Problem description »
Would you please repeat the data exactly as given?
━━━ Extracted material ━━━
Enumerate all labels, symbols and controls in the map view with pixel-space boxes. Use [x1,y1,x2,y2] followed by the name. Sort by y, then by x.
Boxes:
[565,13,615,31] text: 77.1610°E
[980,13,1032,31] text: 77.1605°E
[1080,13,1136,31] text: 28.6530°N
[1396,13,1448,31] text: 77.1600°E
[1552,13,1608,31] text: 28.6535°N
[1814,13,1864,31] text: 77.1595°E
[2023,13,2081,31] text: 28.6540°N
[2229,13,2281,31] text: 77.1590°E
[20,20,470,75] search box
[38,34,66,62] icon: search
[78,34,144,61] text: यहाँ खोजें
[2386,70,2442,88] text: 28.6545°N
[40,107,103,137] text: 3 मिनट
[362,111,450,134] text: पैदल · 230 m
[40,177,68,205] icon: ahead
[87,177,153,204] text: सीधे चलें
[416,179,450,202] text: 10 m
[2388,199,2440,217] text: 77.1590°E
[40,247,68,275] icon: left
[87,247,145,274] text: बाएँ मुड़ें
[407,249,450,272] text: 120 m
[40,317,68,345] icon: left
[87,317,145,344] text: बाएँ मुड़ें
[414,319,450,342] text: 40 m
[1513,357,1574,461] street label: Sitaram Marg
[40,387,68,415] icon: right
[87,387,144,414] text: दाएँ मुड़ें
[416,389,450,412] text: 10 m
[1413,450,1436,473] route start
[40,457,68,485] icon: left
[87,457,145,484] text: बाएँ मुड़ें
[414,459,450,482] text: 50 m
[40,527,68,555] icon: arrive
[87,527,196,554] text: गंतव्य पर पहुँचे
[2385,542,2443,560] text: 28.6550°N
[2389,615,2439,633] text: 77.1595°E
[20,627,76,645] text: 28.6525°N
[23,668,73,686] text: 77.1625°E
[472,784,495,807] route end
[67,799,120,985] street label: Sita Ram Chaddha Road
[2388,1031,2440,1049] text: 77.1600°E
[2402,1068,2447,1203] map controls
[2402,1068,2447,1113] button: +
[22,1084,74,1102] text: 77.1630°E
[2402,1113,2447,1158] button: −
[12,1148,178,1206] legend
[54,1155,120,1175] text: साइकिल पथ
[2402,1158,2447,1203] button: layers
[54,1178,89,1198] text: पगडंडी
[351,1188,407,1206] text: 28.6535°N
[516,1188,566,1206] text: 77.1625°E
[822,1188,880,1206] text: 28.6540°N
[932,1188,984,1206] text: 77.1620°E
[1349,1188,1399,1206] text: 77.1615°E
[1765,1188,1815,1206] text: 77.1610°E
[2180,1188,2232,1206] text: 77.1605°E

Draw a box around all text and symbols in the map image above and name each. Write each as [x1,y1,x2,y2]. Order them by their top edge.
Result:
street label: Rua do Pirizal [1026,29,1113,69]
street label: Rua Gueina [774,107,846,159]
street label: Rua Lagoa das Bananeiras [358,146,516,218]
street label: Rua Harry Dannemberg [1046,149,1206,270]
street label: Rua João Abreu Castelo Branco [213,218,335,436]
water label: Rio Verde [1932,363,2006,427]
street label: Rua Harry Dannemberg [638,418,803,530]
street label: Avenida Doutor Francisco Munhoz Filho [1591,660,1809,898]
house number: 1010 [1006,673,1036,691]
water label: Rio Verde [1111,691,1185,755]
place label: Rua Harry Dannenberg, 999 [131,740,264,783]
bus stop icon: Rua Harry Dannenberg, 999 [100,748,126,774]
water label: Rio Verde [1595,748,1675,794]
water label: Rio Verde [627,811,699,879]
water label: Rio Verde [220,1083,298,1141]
━━━
Output for this task »
Enumerate all labels, symbols and controls in the map view with pixel-space boxes. Use [x1,y1,x2,y2] followed by the name. Sort by y, then by x.
Boxes:
[565,13,615,31] text: 77.1610°E
[980,13,1032,31] text: 77.1605°E
[1080,13,1136,31] text: 28.6530°N
[1396,13,1448,31] text: 77.1600°E
[1552,13,1608,31] text: 28.6535°N
[1814,13,1864,31] text: 77.1595°E
[2023,13,2081,31] text: 28.6540°N
[2229,13,2281,31] text: 77.1590°E
[20,20,470,75] search box
[38,34,66,62] icon: search
[78,34,144,61] text: यहाँ खोजें
[2386,70,2442,88] text: 28.6545°N
[40,107,103,137] text: 3 मिनट
[362,111,450,134] text: पैदल · 230 m
[40,177,68,205] icon: ahead
[87,177,153,204] text: सीधे चलें
[416,179,450,202] text: 10 m
[2388,199,2440,217] text: 77.1590°E
[40,247,68,275] icon: left
[87,247,145,274] text: बाएँ मुड़ें
[407,249,450,272] text: 120 m
[40,317,68,345] icon: left
[87,317,145,344] text: बाएँ मुड़ें
[414,319,450,342] text: 40 m
[1513,357,1574,461] street label: Sitaram Marg
[40,387,68,415] icon: right
[87,387,144,414] text: दाएँ मुड़ें
[416,389,450,412] text: 10 m
[1413,450,1436,473] route start
[40,457,68,485] icon: left
[87,457,145,484] text: बाएँ मुड़ें
[414,459,450,482] text: 50 m
[40,527,68,555] icon: arrive
[87,527,196,554] text: गंतव्य पर पहुँचे
[2385,542,2443,560] text: 28.6550°N
[2389,615,2439,633] text: 77.1595°E
[20,627,76,645] text: 28.6525°N
[23,668,73,686] text: 77.1625°E
[472,784,495,807] route end
[67,799,120,985] street label: Sita Ram Chaddha Road
[2388,1031,2440,1049] text: 77.1600°E
[2402,1068,2447,1203] map controls
[2402,1068,2447,1113] button: +
[22,1084,74,1102] text: 77.1630°E
[2402,1113,2447,1158] button: −
[12,1148,178,1206] legend
[54,1155,120,1175] text: साइकिल पथ
[2402,1158,2447,1203] button: layers
[54,1178,89,1198] text: पगडंडी
[351,1188,407,1206] text: 28.6535°N
[516,1188,566,1206] text: 77.1625°E
[822,1188,880,1206] text: 28.6540°N
[932,1188,984,1206] text: 77.1620°E
[1349,1188,1399,1206] text: 77.1615°E
[1765,1188,1815,1206] text: 77.1610°E
[2180,1188,2232,1206] text: 77.1605°E

Draw a box around all text and symbols in the map image above and name each. Write each as [x1,y1,x2,y2]. Order them by their top edge.
Result:
street label: Rua do Pirizal [1026,29,1113,69]
street label: Rua Gueina [774,107,846,159]
street label: Rua Lagoa das Bananeiras [358,146,516,218]
street label: Rua Harry Dannemberg [1046,149,1206,270]
street label: Rua João Abreu Castelo Branco [213,218,335,436]
water label: Rio Verde [1932,363,2006,427]
street label: Rua Harry Dannemberg [638,418,803,530]
street label: Avenida Doutor Francisco Munhoz Filho [1591,660,1809,898]
house number: 1010 [1006,673,1036,691]
water label: Rio Verde [1111,691,1185,755]
place label: Rua Harry Dannenberg, 999 [131,740,264,783]
bus stop icon: Rua Harry Dannenberg, 999 [100,748,126,774]
water label: Rio Verde [1595,748,1675,794]
water label: Rio Verde [627,811,699,879]
water label: Rio Verde [220,1083,298,1141]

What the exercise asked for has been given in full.